Stored data entries
►
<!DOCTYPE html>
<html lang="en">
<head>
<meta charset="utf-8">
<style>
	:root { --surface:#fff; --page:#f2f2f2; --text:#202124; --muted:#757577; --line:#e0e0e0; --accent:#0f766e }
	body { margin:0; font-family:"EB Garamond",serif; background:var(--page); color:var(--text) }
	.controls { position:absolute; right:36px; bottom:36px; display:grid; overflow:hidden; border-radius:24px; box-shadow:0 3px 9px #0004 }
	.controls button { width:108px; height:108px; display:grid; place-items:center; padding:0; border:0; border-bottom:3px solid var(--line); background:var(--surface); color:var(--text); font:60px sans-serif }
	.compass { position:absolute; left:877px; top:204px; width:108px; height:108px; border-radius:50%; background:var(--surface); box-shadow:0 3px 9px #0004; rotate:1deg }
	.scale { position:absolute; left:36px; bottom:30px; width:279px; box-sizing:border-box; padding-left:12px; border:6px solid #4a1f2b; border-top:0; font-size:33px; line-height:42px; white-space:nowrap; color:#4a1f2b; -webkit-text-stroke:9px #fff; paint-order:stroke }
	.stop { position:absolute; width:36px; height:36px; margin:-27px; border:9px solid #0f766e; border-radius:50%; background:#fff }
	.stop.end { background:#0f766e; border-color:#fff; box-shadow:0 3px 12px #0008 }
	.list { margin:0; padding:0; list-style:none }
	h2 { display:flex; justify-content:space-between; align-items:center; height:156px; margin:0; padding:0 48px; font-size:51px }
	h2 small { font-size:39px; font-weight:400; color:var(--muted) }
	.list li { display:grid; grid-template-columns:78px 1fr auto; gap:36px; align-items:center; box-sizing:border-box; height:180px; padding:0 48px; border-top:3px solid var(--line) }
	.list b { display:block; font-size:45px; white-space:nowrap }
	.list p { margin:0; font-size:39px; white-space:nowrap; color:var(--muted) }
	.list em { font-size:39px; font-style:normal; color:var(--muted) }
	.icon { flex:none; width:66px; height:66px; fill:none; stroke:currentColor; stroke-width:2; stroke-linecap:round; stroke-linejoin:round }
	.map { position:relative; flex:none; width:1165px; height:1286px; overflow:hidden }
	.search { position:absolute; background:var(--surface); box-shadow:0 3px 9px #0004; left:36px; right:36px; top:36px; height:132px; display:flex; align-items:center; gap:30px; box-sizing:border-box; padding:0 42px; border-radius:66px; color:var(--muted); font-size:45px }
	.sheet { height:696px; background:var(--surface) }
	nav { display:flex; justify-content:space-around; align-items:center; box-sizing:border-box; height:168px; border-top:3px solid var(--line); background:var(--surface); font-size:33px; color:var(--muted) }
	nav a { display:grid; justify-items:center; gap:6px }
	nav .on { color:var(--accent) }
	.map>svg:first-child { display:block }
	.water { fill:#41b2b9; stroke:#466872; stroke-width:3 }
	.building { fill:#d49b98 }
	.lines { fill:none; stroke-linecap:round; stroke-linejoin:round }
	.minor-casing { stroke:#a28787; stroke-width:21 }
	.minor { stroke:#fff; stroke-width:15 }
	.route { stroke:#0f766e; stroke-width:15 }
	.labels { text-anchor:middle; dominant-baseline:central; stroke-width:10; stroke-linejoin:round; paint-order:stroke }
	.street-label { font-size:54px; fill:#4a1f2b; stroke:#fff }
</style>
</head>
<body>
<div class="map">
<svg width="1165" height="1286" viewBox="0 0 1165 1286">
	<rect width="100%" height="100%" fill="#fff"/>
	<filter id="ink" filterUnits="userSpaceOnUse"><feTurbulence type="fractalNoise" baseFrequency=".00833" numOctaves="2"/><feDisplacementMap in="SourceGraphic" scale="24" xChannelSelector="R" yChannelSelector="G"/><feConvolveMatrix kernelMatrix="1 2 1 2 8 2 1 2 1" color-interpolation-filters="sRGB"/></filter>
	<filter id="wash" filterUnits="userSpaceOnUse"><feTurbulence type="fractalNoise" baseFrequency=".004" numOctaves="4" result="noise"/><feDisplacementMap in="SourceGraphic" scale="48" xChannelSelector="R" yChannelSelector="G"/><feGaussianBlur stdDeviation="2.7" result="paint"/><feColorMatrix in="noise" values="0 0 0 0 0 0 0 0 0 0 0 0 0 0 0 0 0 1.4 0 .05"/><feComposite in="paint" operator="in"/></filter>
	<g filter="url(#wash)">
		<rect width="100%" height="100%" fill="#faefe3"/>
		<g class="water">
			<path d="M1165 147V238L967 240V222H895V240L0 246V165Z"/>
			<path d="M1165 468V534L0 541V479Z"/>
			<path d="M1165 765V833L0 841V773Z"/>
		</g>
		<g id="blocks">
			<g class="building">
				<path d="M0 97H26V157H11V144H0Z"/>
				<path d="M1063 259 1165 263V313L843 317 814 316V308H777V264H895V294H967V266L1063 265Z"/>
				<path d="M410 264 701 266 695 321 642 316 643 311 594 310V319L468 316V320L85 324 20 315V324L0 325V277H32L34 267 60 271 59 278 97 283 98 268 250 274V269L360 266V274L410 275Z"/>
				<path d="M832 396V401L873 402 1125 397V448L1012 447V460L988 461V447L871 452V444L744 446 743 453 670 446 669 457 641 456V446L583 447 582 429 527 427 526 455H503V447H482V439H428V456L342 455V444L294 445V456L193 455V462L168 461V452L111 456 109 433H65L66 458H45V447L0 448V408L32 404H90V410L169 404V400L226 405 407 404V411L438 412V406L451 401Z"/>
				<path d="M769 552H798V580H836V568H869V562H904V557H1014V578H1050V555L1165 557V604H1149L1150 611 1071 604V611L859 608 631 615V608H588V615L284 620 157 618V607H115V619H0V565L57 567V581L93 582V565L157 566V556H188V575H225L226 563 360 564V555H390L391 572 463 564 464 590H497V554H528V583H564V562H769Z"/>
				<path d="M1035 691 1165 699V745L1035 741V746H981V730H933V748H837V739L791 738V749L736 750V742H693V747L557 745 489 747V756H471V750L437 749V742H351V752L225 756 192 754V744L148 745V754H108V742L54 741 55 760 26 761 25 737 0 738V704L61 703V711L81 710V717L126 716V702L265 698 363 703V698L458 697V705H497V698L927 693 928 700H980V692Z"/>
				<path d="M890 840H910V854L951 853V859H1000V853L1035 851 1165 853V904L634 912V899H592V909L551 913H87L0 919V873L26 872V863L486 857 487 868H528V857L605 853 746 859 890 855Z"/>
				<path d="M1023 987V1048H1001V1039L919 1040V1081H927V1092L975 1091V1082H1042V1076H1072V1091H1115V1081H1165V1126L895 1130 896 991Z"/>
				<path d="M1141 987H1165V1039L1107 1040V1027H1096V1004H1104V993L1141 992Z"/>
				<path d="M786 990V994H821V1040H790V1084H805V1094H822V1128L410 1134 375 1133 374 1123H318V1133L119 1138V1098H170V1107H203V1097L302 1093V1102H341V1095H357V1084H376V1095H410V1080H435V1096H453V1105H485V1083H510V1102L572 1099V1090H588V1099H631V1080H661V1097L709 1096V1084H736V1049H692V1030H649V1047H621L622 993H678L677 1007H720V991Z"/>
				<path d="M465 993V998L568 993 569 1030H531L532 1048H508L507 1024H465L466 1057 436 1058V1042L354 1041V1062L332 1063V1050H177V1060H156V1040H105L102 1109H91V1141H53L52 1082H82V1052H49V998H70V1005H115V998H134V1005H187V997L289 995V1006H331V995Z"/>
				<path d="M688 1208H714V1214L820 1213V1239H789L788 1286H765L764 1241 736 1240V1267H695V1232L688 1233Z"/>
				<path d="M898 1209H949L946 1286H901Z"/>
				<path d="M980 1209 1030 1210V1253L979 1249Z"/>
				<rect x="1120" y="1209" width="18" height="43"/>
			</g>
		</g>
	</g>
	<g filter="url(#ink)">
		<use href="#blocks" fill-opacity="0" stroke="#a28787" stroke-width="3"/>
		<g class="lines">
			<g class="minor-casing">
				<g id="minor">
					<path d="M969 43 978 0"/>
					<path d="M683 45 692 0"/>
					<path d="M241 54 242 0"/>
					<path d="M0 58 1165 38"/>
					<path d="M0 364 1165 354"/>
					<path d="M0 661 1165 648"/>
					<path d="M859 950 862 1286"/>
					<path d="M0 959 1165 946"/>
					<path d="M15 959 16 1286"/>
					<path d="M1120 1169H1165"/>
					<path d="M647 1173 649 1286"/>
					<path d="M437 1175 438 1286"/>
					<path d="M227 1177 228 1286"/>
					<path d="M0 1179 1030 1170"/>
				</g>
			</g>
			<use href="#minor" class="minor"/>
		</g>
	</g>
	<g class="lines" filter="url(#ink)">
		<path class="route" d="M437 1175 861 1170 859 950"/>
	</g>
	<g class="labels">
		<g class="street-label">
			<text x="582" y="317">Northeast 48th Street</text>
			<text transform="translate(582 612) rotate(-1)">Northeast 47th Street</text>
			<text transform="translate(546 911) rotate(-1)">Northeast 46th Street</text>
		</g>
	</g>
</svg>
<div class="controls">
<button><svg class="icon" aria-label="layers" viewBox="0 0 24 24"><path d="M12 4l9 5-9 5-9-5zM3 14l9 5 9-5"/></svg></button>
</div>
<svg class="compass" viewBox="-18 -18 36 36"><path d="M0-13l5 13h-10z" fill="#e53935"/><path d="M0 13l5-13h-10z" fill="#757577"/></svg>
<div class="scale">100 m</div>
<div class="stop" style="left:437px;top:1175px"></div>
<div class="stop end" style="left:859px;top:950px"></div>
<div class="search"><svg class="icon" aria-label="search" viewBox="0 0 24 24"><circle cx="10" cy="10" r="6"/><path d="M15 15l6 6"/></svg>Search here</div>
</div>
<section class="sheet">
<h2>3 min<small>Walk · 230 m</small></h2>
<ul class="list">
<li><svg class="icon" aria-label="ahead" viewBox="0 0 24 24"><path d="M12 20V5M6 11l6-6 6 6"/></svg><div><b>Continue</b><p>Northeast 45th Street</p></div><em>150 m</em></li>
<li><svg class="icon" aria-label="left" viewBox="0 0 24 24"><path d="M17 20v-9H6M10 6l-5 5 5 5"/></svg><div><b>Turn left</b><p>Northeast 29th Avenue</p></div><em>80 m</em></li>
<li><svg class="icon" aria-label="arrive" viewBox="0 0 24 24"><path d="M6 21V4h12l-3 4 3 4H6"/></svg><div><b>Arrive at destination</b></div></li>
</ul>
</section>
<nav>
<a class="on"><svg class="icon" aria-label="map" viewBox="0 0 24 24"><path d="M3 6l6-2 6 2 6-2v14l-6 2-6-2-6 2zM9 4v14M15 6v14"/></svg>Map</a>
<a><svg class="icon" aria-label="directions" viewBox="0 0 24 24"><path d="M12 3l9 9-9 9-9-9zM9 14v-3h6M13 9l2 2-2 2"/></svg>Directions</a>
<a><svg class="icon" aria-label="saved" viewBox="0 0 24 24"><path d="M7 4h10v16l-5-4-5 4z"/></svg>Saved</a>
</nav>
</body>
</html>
◄
Exercise description
The output must consist solely of the lines from the first line of the records through the line containing "font-size:39px; font-style:normal; color:var(--muted)", reproduced exactly.

Answer to this task
<!DOCTYPE html>
<html lang="en">
<head>
<meta charset="utf-8">
<style>
	:root { --surface:#fff; --page:#f2f2f2; --text:#202124; --muted:#757577; --line:#e0e0e0; --accent:#0f766e }
	body { margin:0; font-family:"EB Garamond",serif; background:var(--page); color:var(--text) }
	.controls { position:absolute; right:36px; bottom:36px; display:grid; overflow:hidden; border-radius:24px; box-shadow:0 3px 9px #0004 }
	.controls button { width:108px; height:108px; display:grid; place-items:center; padding:0; border:0; border-bottom:3px solid var(--line); background:var(--surface); color:var(--text); font:60px sans-serif }
	.compass { position:absolute; left:877px; top:204px; width:108px; height:108px; border-radius:50%; background:var(--surface); box-shadow:0 3px 9px #0004; rotate:1deg }
	.scale { position:absolute; left:36px; bottom:30px; width:279px; box-sizing:border-box; padding-left:12px; border:6px solid #4a1f2b; border-top:0; font-size:33px; line-height:42px; white-space:nowrap; color:#4a1f2b; -webkit-text-stroke:9px #fff; paint-order:stroke }
	.stop { position:absolute; width:36px; height:36px; margin:-27px; border:9px solid #0f766e; border-radius:50%; background:#fff }
	.stop.end { background:#0f766e; border-color:#fff; box-shadow:0 3px 12px #0008 }
	.list { margin:0; padding:0; list-style:none }
	h2 { display:flex; justify-content:space-between; align-items:center; height:156px; margin:0; padding:0 48px; font-size:51px }
	h2 small { font-size:39px; font-weight:400; color:var(--muted) }
	.list li { display:grid; grid-template-columns:78px 1fr auto; gap:36px; align-items:center; box-sizing:border-box; height:180px; padding:0 48px; border-top:3px solid var(--line) }
	.list b { display:block; font-size:45px; white-space:nowrap }
	.list p { margin:0; font-size:39px; white-space:nowrap; color:var(--muted) }
	.list em { font-size:39px; font-style:normal; color:var(--muted) }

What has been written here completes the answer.